Detect and respond to security alerts
Appropriate roles: Admin agent
Applies to: Partner Center Direct Bill and Indirect Providers
Starting from May 2023, you can subscribe to a new security alert for detections related to unauthorized party abuse and account takeovers. This security alert is one of the many ways Microsoft provides the data you need to secure your customer's tenants.
As a partner in the Cloud Solution Provider (CSP) program, you're responsible for your customers' Azure consumption, so it's important that you're aware of any anomalous usage in your customer’s Azure subscriptions. Use Microsoft Azure security alerts to detect patterns of fraudulent activities and misuse in Azure resources to help reduce your exposure to online transaction risks. Microsoft Azure security alerts don't detect all types of fraudulent activities or misuse, so it's critical that you use additional methods of monitoring to help detect anomalous usage in your customer’s Azure subscriptions. To learn more, see Managing nonpayment, fraud, or misuse and Managing customer accounts.
Action required: With monitoring and signal awareness, you can take immediate action to determine whether the behavior is legitimate or fraudulent. If necessary, you can suspend affected Azure resources or Azure subscriptions to mitigate an issue.
Make sure that the preferred email address for your Partner Admin Agents is up-to-date, so they can be notified along with the security contacts.
Subscribe to security alert notifications
You can subscribe to various partner notifications based on your role.
Security alerts notify you when your customer's Azure subscription shows possible anomalous activities.
Get alerts by email
- Sign in to Partner Center and select Notifications (bell).
- Select My preferences.
- Set a preferred email address if you haven't already done so.
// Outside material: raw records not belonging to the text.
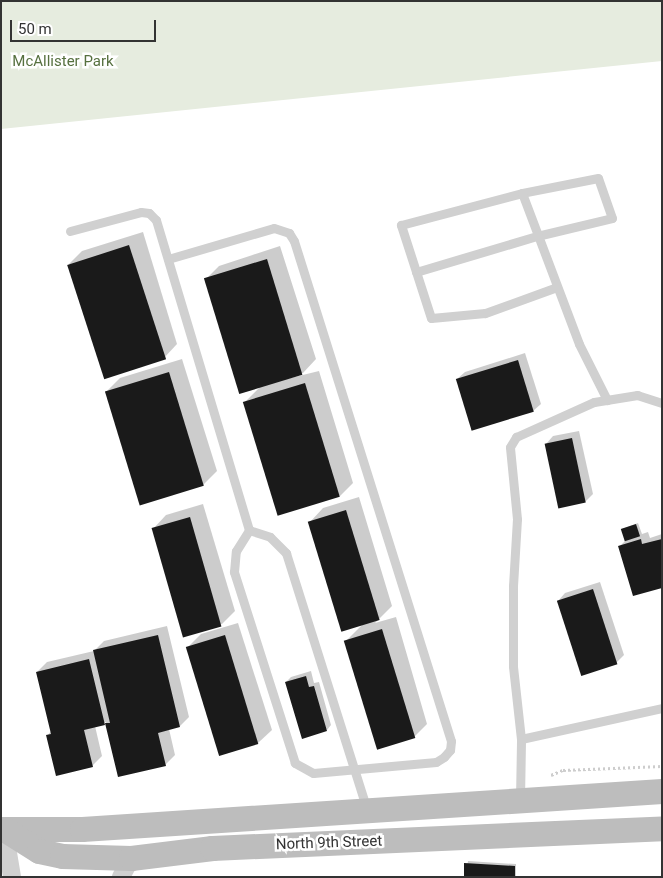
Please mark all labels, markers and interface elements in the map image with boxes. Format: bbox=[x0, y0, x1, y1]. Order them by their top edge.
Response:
scale bar bbox=[12, 10, 159, 42]
text: 50 m bbox=[18, 20, 52, 38]
park label: McAllister Park bbox=[12, 53, 114, 71]
street label: North 9th Street bbox=[275, 832, 383, 854]

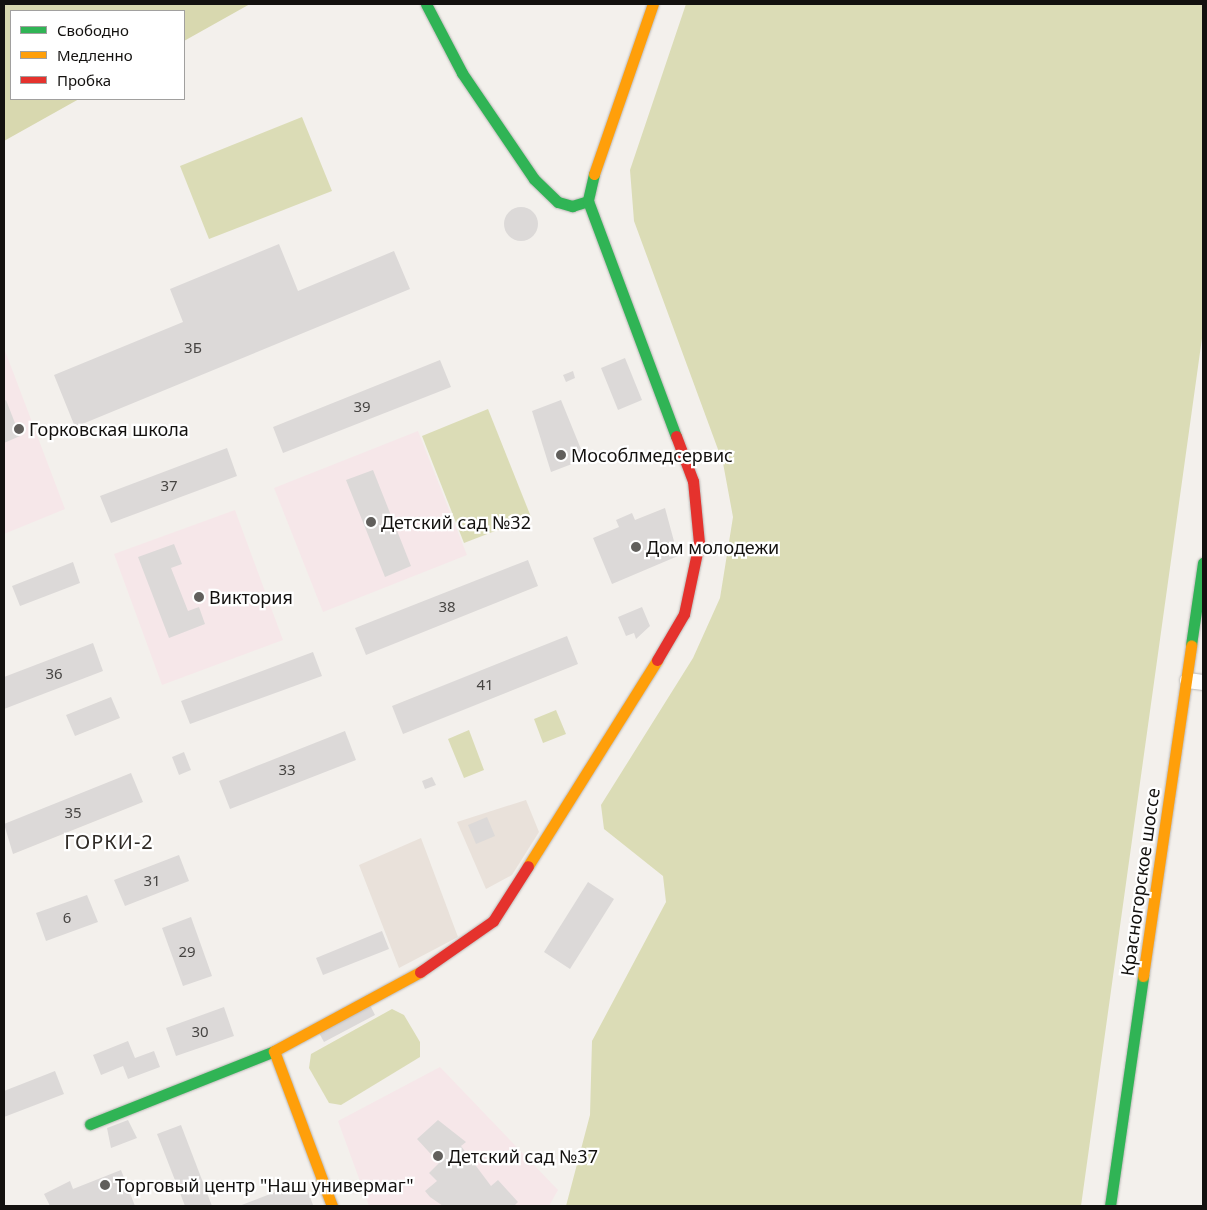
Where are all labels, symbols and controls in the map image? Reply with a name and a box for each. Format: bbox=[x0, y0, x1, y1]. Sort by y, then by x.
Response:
legend bbox=[10, 10, 185, 100]
text: Свободно bbox=[57, 20, 129, 40]
text: Медленно bbox=[57, 45, 133, 65]
text: Пробка bbox=[57, 70, 111, 90]
house number: 3Б bbox=[184, 339, 202, 357]
house number: 39 bbox=[353, 398, 371, 416]
place label: Горковская школа bbox=[29, 418, 189, 440]
marker: Горковская школа bbox=[13, 423, 25, 435]
place label: Мособлмедсервис bbox=[571, 444, 733, 466]
marker: Мособлмедсервис bbox=[555, 449, 567, 461]
house number: 37 bbox=[160, 477, 178, 495]
place label: Детский сад №32 bbox=[381, 511, 531, 533]
marker: Детский сад №32 bbox=[365, 516, 377, 528]
place label: Дом молодежи bbox=[646, 536, 779, 558]
marker: Дом молодежи bbox=[630, 541, 642, 553]
place label: Виктория bbox=[209, 586, 293, 608]
marker: Виктория bbox=[193, 591, 205, 603]
house number: 38 bbox=[438, 598, 456, 616]
house number: 36 bbox=[45, 665, 63, 683]
house number: 41 bbox=[476, 676, 494, 694]
house number: 33 bbox=[278, 761, 296, 779]
street label: Красногорское шоссе bbox=[1116, 787, 1164, 977]
house number: 35 bbox=[64, 804, 82, 822]
district label: ГОРКИ-2 bbox=[63, 829, 155, 853]
house number: 31 bbox=[143, 872, 161, 890]
house number: 6 bbox=[63, 909, 71, 927]
house number: 29 bbox=[178, 943, 196, 961]
house number: 30 bbox=[191, 1023, 209, 1041]
place label: Детский сад №37 bbox=[448, 1145, 598, 1167]
marker: Детский сад №37 bbox=[432, 1150, 444, 1162]
place label: Торговый центр "Наш универмаг" bbox=[115, 1174, 413, 1196]
marker: Торговый центр "Наш универмаг" bbox=[99, 1179, 111, 1191]

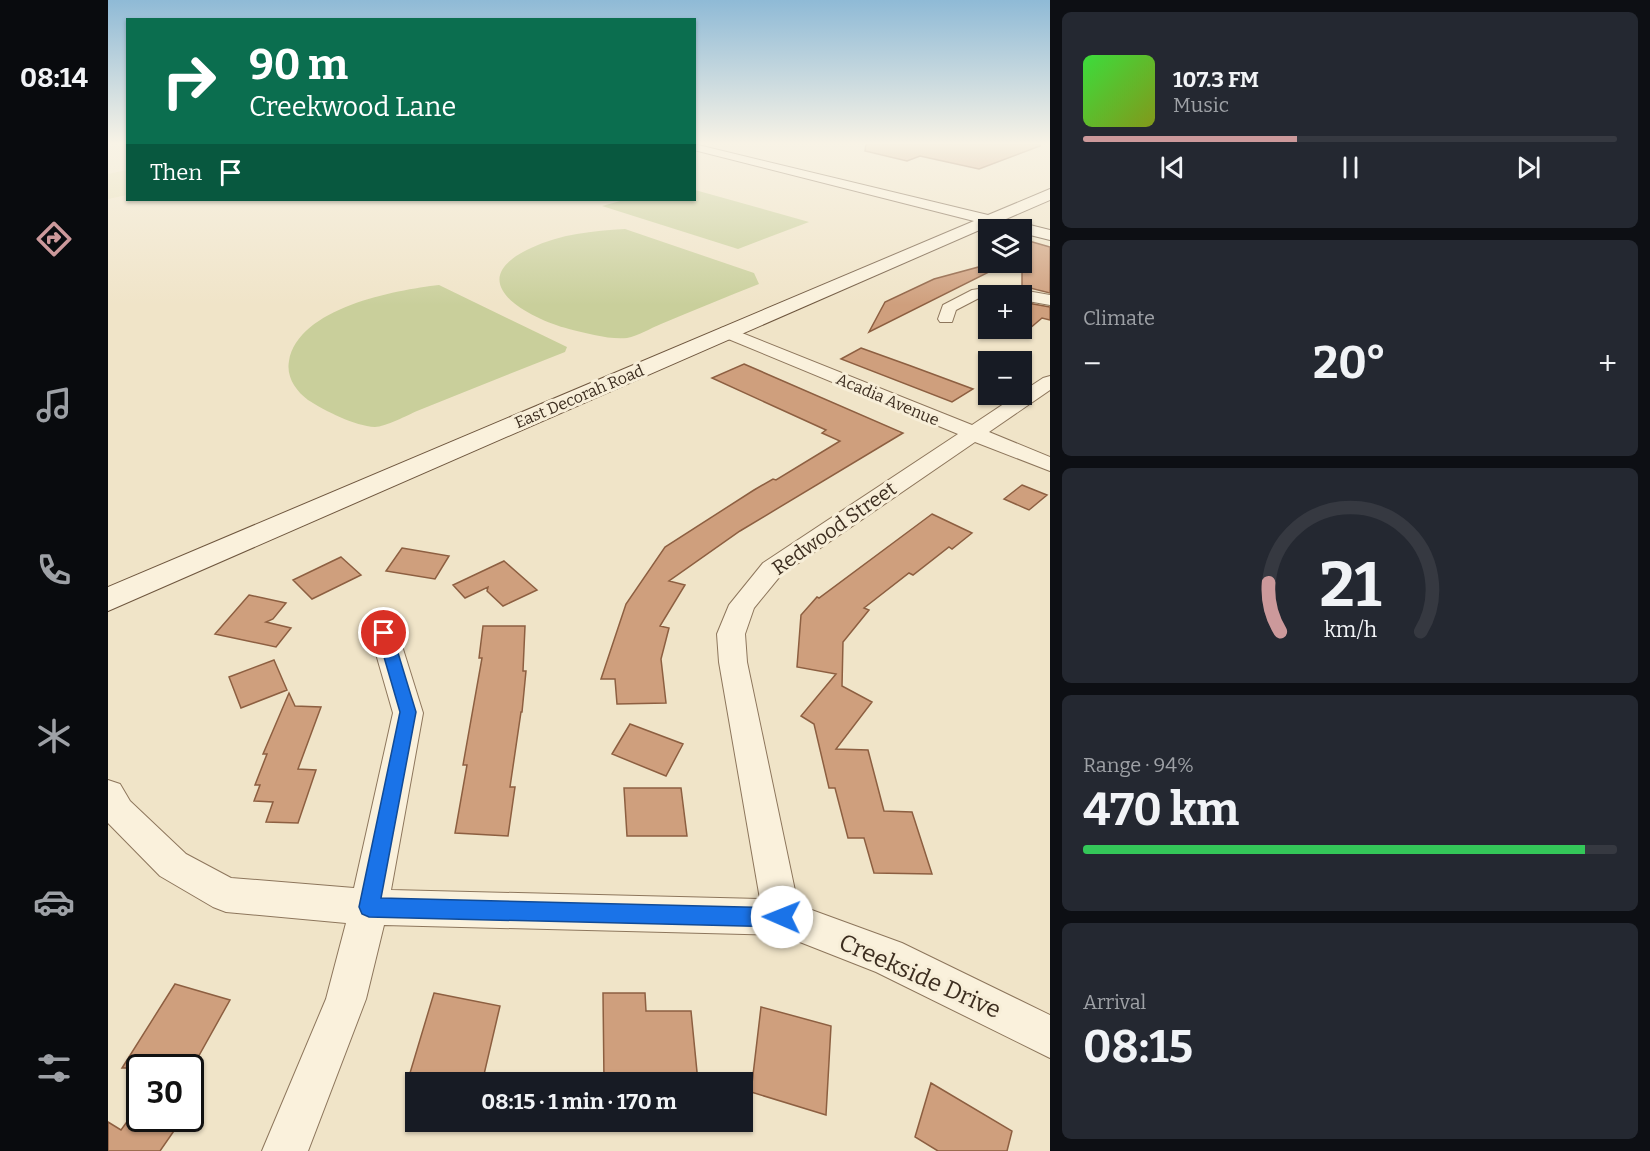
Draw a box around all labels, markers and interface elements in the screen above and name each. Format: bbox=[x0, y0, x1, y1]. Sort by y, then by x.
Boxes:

- Set the preferred language for the notification if you haven't already done so.
- Select Edit next to Email notification preferences.
- Check all boxes relating to Customers in the Workspace column. (To unsubscribe, unselect the transactional section under customer workspace.)
- Select Save.
We send security alerts when we detect possible security alert activities or misuse in some of your customers' Microsoft Azure subscriptions. There are three types of emails:
- Daily summary of unresolved security alerts (count of partners, customers and subscriptions impacted by various alert types)
- Near real-time security alerts. To get a list of Azure subscriptions that have potential security concerns, see Get fraud events.
- Near real-time security advisory notifications. These notifications provide visibility into the notifications sent to the customer when there's a security alert.
CSP direct bill partners can see additional alerts for activities, for example: anomalous compute usage, crypto mining, Azure Machine Learning usage and service health advisory notifications.
Get alerts through a webhook
Starting from January 2023, partners can register to a webhook event:
azure-fraud-event-detected to receive alerts for resource change events. To learn more, see Partner Center webhook events.
See and respond to alerts through the Security Alerts dashboard
Starting from May 2023, CSP partners can access the Partner Center Security Alerts dashboard to detect and respond to alerts. To learn more, see Respond to security events with Partner Center Security Alerts dashboard.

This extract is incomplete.